The Ketamine was great (In case you are wondering) I dreamed that I was playing minecraft the whole time. So that was interesting…
Anyway – my wounds healed up crazy fast (I will spare putting those really yucky pictures on the internet). All the doctors exclaimed how they have never seen anyone heal faster and they were in shock. Except for one tiny area in my knee which kept getting infected. Luckily, I know a nurse in “High places”, as in she gets all the infected wounds and saves people from losing legs and such – as she is one of the school mums and she made me show her. Sure enough after two weeks she had it back to normal – she is amazing and she is nick named the “Healer” but it didn’t heal right with a bump… it kept opening and closing – so she looked at that and said “You need that scanned.
I went and had a scan – I could see a lump while the ultrasound technician was going over it… and over it, and over it (I can’t have an MRI – because I have a pacemaker – I know this really is too much to keep up).
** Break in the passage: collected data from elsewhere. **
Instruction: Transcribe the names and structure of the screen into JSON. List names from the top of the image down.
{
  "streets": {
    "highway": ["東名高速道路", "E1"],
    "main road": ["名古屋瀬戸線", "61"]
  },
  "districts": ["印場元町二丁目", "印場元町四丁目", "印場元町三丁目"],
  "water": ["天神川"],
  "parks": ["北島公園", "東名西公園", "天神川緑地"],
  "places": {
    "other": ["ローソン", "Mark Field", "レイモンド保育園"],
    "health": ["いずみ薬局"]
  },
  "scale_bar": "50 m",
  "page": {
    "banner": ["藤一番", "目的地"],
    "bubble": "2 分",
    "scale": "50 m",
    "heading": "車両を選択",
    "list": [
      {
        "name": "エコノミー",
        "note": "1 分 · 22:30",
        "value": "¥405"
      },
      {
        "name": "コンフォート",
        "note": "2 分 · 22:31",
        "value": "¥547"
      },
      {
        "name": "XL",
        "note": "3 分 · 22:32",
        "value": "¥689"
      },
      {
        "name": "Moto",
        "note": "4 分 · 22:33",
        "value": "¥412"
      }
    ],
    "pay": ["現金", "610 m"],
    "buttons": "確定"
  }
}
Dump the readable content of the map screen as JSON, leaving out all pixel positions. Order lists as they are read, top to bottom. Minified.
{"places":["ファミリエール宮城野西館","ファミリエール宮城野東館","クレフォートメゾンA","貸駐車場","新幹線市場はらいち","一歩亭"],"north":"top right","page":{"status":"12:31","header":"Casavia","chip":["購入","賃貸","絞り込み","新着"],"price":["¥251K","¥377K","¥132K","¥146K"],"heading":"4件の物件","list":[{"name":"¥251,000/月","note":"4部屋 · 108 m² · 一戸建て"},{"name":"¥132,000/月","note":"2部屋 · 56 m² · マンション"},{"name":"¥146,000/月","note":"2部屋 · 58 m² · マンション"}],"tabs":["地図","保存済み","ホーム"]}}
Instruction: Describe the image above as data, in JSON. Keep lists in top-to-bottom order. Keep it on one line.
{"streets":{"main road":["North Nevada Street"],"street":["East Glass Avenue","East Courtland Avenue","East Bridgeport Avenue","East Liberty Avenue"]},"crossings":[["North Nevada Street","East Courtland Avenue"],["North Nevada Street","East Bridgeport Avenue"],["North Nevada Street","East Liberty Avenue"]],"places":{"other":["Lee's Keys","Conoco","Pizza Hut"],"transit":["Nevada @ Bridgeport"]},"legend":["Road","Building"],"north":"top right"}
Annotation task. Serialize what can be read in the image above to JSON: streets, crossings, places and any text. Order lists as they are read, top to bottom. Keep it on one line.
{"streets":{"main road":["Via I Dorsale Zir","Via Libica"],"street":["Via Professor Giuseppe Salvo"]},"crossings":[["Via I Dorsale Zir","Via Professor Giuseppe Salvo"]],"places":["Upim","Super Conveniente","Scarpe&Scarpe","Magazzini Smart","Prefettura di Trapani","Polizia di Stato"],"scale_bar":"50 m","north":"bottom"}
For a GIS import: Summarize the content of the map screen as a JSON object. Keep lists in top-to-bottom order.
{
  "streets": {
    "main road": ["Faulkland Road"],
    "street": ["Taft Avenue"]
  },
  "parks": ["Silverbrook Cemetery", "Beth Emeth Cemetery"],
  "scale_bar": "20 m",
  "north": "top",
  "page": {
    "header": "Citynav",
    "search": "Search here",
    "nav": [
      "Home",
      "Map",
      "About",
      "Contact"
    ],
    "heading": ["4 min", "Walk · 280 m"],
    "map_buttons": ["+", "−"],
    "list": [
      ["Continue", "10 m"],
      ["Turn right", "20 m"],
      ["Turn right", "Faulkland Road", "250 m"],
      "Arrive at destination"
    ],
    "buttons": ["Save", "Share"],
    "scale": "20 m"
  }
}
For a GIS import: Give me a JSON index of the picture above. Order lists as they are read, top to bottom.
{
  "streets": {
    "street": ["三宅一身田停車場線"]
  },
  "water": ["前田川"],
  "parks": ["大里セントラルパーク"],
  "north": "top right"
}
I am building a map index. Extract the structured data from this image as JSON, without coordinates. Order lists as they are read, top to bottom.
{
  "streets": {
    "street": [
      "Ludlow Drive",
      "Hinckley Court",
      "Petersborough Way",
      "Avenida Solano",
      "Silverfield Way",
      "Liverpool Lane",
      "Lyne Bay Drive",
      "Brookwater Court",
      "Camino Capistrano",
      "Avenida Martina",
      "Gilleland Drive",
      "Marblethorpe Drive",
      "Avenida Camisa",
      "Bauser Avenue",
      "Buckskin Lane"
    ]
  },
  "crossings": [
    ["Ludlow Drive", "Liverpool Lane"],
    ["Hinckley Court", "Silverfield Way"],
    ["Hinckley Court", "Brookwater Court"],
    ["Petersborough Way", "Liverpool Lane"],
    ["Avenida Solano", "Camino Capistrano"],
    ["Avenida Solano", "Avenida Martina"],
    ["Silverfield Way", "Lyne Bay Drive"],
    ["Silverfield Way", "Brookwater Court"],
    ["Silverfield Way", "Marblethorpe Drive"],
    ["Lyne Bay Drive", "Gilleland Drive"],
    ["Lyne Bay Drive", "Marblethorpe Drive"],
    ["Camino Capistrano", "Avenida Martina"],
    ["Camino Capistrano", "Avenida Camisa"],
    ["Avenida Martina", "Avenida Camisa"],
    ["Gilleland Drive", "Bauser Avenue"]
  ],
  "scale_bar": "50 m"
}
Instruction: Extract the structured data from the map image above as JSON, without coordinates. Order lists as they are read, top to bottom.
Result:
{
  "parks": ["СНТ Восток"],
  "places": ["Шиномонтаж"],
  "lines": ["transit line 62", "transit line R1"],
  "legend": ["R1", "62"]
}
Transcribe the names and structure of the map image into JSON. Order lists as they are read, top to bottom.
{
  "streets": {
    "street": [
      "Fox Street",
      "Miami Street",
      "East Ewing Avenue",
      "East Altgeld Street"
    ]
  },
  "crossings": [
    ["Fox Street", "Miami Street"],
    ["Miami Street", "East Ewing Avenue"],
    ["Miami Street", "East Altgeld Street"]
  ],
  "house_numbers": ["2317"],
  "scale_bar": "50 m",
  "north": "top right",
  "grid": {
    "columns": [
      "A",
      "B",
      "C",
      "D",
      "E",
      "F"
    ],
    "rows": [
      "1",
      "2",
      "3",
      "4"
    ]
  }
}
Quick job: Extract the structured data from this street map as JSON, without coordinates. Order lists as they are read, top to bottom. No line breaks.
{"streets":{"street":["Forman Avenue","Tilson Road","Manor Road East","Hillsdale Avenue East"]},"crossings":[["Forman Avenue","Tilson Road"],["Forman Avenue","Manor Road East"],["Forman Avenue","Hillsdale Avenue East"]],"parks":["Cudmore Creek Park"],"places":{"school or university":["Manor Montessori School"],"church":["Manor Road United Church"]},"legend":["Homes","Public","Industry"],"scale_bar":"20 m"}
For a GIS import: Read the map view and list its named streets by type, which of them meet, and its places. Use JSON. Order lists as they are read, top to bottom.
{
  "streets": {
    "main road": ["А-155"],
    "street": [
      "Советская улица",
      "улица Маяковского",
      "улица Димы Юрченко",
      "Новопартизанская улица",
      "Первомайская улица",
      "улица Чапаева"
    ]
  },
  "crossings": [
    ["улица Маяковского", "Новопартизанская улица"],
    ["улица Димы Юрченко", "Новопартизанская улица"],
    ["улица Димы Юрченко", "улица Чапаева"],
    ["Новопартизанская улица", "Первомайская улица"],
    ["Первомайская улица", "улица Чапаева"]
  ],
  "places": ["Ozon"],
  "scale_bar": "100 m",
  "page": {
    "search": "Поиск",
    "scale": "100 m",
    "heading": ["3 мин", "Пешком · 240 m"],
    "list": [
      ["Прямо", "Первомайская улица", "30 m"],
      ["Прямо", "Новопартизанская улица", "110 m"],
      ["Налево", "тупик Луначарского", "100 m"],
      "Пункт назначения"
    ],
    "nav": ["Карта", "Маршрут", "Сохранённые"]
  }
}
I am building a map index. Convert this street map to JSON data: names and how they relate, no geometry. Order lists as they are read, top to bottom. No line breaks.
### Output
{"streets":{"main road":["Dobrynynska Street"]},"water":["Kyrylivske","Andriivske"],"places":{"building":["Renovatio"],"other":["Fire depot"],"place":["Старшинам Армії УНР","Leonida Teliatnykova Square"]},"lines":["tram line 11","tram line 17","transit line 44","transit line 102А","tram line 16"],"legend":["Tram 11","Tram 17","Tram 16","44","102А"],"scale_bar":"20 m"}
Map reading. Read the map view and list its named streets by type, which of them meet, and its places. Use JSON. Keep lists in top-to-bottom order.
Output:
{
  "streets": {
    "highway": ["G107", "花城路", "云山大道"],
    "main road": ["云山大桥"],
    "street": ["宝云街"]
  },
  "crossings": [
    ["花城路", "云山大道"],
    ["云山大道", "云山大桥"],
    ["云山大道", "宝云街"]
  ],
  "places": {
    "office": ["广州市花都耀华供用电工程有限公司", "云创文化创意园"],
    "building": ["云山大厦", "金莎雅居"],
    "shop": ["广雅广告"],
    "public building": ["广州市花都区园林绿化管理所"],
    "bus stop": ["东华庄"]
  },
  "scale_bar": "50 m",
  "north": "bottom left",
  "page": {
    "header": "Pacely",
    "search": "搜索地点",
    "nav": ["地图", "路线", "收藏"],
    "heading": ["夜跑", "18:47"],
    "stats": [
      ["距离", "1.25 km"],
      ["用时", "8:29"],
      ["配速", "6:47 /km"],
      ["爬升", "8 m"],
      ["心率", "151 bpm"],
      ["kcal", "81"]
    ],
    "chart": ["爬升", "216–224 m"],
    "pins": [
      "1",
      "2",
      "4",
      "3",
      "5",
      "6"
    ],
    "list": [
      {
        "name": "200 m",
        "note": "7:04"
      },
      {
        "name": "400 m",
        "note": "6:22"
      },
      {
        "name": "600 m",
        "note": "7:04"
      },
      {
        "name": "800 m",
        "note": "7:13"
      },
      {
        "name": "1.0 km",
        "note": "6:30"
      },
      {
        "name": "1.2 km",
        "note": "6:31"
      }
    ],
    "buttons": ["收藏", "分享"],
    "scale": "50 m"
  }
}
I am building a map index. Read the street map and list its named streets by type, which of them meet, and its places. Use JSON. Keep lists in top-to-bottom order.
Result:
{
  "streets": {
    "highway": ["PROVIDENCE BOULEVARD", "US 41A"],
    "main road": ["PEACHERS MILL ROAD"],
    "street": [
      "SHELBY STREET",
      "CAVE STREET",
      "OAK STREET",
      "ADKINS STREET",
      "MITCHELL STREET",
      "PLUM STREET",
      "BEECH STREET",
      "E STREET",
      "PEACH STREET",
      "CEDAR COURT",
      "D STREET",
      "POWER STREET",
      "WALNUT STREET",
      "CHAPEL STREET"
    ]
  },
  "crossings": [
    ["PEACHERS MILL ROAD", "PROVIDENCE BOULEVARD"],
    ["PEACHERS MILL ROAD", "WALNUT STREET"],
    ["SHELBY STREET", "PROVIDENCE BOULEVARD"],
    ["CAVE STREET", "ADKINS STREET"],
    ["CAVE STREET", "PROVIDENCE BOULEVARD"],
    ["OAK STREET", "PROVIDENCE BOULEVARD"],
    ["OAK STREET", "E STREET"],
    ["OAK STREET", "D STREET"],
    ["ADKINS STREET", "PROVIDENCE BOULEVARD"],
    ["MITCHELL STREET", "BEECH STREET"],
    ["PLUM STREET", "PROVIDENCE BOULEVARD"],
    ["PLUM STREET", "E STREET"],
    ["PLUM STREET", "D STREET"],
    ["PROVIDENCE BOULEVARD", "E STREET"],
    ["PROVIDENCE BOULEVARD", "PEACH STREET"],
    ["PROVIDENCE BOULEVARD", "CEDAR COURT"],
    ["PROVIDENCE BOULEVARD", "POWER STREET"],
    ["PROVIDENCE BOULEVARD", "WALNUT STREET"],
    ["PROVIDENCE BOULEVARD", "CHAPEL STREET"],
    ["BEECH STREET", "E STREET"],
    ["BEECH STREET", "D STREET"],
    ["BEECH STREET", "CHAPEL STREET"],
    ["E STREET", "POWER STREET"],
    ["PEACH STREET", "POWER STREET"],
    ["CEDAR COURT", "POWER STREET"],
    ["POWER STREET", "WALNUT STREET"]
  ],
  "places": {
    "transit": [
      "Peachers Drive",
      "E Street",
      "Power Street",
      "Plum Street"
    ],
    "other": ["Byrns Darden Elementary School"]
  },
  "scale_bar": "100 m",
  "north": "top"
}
They finally announced that I had a piece of gravel in my knee “but it should come out on it’s own or eventually will heal over”, but – 9 months later – this is the “Day surgery” I had to have. I love my GP – she should have been able to get the rock out, but she refused due to all my crazy health stuff – so I actually had to get checked into the hospital on Wednesday to get rid of it, because on the off chance that I might survive this upcoming surgery – I wont have the immune system to fight off a potential infection of the knee. So it had to be done. Next Blog will be the “knee surgery” (aka gravel removal) – as I realize I went WAY over my word limit today. Ha ha.
Hope you have a good weekend. Check your brakes!